Intoxications médicamenteuses: prise en charge en première ligne


Abstract

Cet article discute des principales mesures à prendre lorsqu’on est confronté en première ligne à une intoxication médicamenteuse éventuelle. Il est toujours possible de s’informer auprès du Centre Antipoisons accessible 7 jours sur 7, 24 heures sur 24 au 070 245 245.

Il est important de suivre une prise en charge méthodique.

  • En cas de nécessité, le maintien des fonctions vitales et le dégagement des voies respiratoires sont une priorité, de même que l’appel des services de secours.
  • Certains symptômes peuvent nécessiter, en première ligne déjà, un traitement médicamenteux urgent, comme c’est le cas p.ex. en cas de dépression respiratoire due à une intoxication aux opiacés (administration de naloxone), de convulsions graves (administration de diazépam par voie rectale), d’agitation sévère (administration d’une benzodiazépine ou d’un antipsychotique), d’hypoglycémie sévère (administration de glucose ou de glucagon).
  • Il convient ensuite d’évaluer la gravité de l’intoxication, entre autres à partir d’une (hétéro-)anamnèse et d’un examen clinique.
  • A l’exception du glucose, du glucagon et de la naloxone, les antidotes spécifiques ne sont que rarement indiqués en première ligne.
  • Bien que l’administration de charbon activé puisse être utile, son utilisation en première ligne n’est en principe pas recommandée en Belgique.

Les intoxications aiguës dues à la prise, intentionnelle ou accidentelle, de médicaments, sont fréquentes et de gravité variable.
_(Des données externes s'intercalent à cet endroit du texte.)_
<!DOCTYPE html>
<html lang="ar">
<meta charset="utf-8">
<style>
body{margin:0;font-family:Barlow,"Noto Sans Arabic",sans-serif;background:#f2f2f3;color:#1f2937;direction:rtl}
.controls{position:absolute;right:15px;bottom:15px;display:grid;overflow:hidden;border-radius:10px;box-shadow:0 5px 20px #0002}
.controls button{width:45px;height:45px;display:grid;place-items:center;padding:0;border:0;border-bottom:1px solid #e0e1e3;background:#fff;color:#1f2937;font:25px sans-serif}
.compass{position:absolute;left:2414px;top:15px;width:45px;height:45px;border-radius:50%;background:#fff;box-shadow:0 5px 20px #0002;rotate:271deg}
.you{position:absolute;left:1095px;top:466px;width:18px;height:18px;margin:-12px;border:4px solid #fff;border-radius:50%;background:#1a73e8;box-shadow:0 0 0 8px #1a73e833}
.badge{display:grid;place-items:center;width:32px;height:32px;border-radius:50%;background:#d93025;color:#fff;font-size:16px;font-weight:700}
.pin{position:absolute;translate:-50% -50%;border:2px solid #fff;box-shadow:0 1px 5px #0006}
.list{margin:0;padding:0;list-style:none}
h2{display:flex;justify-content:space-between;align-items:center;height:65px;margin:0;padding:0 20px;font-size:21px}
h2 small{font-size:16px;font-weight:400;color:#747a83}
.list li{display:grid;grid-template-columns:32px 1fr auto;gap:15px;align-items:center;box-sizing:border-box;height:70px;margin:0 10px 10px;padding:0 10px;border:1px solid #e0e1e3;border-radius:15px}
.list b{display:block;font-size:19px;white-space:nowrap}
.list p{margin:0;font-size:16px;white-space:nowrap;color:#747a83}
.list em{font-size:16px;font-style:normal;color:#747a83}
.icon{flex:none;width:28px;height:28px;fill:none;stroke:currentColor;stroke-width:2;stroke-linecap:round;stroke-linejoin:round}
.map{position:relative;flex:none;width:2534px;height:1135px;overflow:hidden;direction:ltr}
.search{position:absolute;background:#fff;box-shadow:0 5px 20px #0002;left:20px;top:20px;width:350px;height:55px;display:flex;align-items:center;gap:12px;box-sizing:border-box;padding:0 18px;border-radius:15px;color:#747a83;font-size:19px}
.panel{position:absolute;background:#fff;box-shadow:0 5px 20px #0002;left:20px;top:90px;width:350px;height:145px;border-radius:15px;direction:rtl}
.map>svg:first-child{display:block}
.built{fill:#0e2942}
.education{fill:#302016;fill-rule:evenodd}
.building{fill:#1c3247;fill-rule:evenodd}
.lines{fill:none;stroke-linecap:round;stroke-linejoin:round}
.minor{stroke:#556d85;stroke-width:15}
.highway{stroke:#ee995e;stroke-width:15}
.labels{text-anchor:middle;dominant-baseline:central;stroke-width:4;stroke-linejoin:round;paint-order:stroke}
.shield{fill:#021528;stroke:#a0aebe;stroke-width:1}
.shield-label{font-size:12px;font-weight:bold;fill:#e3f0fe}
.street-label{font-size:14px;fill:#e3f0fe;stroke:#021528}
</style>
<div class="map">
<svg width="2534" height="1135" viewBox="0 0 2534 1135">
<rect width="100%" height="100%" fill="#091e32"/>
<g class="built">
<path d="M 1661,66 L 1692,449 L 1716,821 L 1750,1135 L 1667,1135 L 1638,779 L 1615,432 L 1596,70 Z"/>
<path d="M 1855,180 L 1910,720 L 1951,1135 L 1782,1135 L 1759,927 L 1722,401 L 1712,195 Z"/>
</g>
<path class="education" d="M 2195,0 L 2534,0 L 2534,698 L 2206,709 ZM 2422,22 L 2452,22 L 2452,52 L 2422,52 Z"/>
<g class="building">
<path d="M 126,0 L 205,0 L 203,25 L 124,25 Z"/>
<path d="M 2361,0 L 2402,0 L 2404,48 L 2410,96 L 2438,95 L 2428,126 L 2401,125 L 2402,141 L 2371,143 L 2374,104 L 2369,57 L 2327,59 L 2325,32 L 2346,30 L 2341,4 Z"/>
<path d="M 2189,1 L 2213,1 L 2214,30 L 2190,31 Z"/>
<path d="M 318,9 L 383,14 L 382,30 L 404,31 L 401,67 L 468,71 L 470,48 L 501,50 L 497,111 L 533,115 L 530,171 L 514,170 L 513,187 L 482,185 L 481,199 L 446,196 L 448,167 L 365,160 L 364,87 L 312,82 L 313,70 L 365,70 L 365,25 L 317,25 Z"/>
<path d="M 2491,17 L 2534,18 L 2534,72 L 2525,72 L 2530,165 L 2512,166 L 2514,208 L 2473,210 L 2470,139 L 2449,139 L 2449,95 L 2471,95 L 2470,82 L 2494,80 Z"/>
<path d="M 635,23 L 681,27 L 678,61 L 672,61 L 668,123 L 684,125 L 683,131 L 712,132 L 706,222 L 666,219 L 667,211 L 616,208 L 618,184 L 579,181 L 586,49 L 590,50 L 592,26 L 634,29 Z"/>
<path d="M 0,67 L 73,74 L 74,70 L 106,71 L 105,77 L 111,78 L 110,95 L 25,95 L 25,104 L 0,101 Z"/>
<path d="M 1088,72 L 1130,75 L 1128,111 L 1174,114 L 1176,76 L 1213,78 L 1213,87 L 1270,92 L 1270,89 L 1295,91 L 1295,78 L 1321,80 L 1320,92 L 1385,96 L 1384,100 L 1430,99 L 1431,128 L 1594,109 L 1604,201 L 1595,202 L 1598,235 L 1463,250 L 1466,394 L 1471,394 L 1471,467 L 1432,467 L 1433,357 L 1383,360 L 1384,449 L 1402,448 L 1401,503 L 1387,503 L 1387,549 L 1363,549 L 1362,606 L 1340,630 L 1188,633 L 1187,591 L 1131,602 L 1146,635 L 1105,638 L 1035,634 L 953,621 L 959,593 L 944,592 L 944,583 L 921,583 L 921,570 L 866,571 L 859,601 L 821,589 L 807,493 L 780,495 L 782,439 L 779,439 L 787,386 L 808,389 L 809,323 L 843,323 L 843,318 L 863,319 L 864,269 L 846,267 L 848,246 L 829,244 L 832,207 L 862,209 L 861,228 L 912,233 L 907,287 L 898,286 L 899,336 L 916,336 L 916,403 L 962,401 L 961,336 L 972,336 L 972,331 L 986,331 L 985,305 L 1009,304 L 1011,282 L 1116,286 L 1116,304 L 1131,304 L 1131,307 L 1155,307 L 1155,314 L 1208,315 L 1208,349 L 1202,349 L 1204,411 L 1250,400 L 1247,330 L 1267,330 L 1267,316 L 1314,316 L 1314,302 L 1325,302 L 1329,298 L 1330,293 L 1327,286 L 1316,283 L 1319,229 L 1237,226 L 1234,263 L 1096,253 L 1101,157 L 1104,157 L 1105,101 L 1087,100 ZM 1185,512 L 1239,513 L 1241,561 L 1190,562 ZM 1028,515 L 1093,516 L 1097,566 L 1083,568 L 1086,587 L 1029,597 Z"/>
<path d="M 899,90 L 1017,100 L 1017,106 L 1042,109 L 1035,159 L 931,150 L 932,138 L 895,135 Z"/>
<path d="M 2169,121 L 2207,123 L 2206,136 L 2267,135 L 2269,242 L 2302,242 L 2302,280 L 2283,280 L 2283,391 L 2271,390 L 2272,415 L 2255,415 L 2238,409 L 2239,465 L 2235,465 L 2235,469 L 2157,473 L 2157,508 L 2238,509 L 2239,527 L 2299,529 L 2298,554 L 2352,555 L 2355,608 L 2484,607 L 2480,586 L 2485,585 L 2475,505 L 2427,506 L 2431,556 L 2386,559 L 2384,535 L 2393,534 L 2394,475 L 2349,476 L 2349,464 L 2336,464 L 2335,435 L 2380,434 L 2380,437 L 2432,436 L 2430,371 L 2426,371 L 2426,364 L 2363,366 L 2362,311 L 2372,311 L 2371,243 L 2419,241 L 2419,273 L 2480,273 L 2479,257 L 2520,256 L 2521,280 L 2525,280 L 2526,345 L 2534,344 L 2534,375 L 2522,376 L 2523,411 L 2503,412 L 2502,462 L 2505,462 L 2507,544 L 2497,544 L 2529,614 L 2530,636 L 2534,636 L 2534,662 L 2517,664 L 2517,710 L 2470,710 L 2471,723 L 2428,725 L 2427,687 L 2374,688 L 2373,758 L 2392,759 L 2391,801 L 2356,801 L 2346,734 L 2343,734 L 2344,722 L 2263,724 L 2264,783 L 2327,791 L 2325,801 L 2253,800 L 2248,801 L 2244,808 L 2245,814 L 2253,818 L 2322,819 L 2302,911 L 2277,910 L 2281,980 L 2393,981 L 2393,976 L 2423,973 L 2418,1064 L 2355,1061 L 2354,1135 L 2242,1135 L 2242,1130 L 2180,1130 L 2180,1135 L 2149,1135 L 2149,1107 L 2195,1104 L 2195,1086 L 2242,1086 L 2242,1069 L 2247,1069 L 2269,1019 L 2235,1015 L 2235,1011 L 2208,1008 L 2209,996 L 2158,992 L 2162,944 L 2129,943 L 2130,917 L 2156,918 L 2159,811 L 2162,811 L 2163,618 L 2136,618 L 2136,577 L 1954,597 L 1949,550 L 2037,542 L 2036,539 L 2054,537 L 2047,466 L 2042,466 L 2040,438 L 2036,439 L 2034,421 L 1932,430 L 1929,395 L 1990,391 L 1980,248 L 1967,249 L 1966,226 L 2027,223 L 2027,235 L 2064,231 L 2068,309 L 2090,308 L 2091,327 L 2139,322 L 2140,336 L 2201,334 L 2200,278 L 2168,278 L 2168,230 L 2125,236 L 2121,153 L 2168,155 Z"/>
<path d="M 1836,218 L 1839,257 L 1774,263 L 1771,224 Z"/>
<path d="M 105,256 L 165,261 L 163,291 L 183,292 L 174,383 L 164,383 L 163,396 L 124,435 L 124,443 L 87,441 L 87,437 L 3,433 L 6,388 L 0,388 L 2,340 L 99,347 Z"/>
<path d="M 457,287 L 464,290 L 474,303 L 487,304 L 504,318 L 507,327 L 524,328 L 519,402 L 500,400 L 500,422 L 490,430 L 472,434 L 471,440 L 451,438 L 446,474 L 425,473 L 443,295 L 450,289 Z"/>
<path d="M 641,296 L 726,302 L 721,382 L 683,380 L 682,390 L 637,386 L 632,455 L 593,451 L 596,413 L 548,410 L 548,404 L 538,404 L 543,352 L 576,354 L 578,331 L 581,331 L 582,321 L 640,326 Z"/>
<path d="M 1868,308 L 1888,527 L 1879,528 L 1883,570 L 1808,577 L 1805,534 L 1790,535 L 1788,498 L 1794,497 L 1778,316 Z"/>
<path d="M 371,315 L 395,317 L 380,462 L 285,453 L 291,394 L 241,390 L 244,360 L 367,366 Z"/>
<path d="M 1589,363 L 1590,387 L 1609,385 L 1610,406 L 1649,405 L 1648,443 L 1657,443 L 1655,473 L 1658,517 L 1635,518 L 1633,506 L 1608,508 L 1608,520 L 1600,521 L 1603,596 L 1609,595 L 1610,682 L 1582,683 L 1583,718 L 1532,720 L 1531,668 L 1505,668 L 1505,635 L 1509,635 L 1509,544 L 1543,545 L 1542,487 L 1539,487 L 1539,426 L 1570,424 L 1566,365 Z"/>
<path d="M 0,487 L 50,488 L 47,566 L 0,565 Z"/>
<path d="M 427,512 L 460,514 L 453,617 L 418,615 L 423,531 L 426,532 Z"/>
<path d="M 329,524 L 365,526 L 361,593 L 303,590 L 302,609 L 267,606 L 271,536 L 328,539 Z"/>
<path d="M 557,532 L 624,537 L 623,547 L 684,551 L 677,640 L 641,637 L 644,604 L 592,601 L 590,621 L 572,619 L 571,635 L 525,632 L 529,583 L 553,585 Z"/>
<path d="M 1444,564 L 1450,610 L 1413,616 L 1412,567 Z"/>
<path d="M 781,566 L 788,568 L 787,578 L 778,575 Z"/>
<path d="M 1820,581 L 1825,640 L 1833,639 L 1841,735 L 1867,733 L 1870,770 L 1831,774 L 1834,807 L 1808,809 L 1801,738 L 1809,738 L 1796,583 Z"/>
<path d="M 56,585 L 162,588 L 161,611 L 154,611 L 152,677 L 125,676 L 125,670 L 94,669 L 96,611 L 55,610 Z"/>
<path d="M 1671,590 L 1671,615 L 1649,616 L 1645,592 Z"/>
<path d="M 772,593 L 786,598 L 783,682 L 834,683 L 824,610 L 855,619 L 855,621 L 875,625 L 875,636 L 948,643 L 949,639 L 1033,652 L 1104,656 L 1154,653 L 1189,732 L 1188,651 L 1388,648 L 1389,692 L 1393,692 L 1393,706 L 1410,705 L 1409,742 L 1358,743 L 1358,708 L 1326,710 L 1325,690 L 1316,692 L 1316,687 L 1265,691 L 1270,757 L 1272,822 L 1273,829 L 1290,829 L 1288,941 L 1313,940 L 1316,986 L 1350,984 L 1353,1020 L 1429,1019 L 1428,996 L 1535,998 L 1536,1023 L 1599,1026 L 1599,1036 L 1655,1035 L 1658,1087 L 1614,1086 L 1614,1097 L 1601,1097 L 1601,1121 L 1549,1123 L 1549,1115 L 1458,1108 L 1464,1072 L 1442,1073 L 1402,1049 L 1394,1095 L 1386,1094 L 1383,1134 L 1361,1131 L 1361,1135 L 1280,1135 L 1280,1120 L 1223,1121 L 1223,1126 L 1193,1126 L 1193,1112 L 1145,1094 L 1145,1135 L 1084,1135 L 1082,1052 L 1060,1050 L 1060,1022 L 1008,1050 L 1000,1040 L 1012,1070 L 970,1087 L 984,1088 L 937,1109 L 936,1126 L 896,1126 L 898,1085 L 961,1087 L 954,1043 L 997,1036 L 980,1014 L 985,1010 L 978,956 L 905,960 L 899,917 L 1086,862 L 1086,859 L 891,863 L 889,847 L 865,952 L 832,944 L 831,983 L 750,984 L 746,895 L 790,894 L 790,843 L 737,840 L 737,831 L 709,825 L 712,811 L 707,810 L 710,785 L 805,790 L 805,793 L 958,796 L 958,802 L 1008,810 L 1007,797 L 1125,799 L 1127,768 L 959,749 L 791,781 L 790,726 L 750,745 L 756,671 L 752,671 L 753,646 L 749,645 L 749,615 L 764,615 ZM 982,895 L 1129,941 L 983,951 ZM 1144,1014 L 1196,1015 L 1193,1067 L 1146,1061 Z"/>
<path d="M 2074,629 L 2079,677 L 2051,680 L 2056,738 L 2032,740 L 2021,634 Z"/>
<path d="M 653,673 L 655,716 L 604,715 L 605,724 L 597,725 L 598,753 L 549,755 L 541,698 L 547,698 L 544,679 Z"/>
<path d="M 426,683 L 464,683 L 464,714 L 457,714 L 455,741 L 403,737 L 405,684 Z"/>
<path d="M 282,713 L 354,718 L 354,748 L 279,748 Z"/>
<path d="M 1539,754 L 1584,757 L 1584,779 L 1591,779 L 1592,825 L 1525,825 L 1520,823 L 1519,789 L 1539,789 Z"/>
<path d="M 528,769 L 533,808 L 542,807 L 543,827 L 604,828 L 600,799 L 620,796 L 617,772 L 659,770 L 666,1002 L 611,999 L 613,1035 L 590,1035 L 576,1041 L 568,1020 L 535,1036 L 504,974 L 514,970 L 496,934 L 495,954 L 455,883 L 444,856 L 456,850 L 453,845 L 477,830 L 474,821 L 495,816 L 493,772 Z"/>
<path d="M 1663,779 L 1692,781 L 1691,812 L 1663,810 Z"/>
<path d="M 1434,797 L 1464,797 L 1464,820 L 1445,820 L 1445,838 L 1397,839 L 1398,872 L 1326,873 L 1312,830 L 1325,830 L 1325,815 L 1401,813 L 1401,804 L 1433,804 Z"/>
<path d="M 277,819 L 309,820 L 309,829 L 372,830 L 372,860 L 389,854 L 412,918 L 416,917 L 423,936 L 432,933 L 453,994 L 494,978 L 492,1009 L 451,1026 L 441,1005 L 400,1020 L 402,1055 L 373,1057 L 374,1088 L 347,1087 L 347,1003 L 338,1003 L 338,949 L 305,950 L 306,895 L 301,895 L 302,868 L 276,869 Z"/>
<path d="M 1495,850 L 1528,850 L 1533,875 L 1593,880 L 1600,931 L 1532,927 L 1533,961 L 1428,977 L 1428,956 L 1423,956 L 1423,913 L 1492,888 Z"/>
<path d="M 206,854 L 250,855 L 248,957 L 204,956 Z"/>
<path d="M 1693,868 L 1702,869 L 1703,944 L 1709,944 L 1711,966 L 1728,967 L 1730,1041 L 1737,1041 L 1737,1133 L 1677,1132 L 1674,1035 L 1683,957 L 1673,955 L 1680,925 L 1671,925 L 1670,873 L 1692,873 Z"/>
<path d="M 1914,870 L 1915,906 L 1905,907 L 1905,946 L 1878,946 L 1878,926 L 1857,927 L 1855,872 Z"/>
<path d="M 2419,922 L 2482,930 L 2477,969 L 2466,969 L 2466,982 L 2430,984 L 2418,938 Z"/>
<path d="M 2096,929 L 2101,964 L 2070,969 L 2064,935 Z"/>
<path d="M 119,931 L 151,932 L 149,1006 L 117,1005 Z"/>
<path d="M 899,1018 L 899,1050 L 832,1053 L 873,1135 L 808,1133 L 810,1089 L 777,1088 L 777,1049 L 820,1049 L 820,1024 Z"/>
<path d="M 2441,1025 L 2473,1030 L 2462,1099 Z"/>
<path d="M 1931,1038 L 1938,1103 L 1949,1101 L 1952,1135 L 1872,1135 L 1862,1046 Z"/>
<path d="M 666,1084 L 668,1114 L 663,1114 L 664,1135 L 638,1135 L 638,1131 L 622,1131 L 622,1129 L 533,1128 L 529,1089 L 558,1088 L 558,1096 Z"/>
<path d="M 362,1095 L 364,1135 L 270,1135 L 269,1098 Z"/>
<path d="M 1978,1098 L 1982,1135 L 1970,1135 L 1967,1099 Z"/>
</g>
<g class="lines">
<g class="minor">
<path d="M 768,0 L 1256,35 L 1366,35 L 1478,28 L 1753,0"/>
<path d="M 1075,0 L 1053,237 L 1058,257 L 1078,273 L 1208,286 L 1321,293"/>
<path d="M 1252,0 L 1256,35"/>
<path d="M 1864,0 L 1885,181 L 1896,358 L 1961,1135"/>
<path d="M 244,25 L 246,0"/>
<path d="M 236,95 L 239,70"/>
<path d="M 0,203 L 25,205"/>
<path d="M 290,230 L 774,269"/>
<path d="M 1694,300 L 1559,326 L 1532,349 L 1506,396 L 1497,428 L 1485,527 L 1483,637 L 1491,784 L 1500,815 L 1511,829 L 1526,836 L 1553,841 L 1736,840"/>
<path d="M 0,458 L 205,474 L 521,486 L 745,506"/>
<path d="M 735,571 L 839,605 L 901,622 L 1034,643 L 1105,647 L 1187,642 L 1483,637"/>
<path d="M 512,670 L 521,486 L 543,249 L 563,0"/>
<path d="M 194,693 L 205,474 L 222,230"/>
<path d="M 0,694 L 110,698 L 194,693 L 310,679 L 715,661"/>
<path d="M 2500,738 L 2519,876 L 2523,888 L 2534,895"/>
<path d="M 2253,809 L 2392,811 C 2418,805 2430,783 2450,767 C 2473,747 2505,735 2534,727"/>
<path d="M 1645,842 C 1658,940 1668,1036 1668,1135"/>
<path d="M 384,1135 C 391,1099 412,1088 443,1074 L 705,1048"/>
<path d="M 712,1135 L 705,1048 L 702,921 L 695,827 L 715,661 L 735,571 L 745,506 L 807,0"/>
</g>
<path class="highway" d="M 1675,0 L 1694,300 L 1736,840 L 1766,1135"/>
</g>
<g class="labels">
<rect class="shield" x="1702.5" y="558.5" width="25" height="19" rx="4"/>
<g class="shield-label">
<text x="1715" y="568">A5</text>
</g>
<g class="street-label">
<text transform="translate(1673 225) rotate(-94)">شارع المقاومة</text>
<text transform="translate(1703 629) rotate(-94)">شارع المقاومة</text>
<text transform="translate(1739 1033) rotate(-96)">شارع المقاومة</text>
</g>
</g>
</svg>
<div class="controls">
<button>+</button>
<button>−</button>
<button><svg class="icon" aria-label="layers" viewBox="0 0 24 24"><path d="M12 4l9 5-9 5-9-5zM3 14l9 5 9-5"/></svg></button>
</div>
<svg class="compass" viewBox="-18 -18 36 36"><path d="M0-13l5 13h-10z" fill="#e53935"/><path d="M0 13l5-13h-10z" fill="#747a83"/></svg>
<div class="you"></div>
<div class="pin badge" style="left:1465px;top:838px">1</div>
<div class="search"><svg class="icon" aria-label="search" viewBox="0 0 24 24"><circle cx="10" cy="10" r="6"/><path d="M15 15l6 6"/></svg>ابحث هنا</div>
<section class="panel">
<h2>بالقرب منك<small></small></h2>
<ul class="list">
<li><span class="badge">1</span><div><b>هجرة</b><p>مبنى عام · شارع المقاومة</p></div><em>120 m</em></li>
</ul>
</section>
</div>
Selon le “Rapport d’activités 2008” du Centre Antipoisons, les classes de médicaments donnant lieu au plus grand nombre d’appels sont les suivantes (par ordre de fréquence):

  • chez les enfants (généralement suite à une prise accidentelle ou à une erreur thérapeutique): médicaments agissant sur le système nerveux central (surtout des benzodiazépines), médicaments agissant sur le système respiratoire (surtout des antitussifs), préparations à usage externe (surtout des désinfectants à base d’alcool), analgésiques;
  • chez les adultes (dans presque la moitié des cas, dans le cadre d’une tentative de suicide): médicaments agissant sur le système nerveux central (surtout des benzodiazépines et des antidépresseurs), analgésiques (AINS, paracétamol, analgésiques morphiniques).

Face à l’éventualité d’une intoxication médicamenteuse, il est important de suivre une prise en charge et un traitement méthodiques. Il est toujours possible de s’informer auprès du Centre Antipoisons accessible 7 jours sur 7, 24 heures sur 24 au 070 245 245.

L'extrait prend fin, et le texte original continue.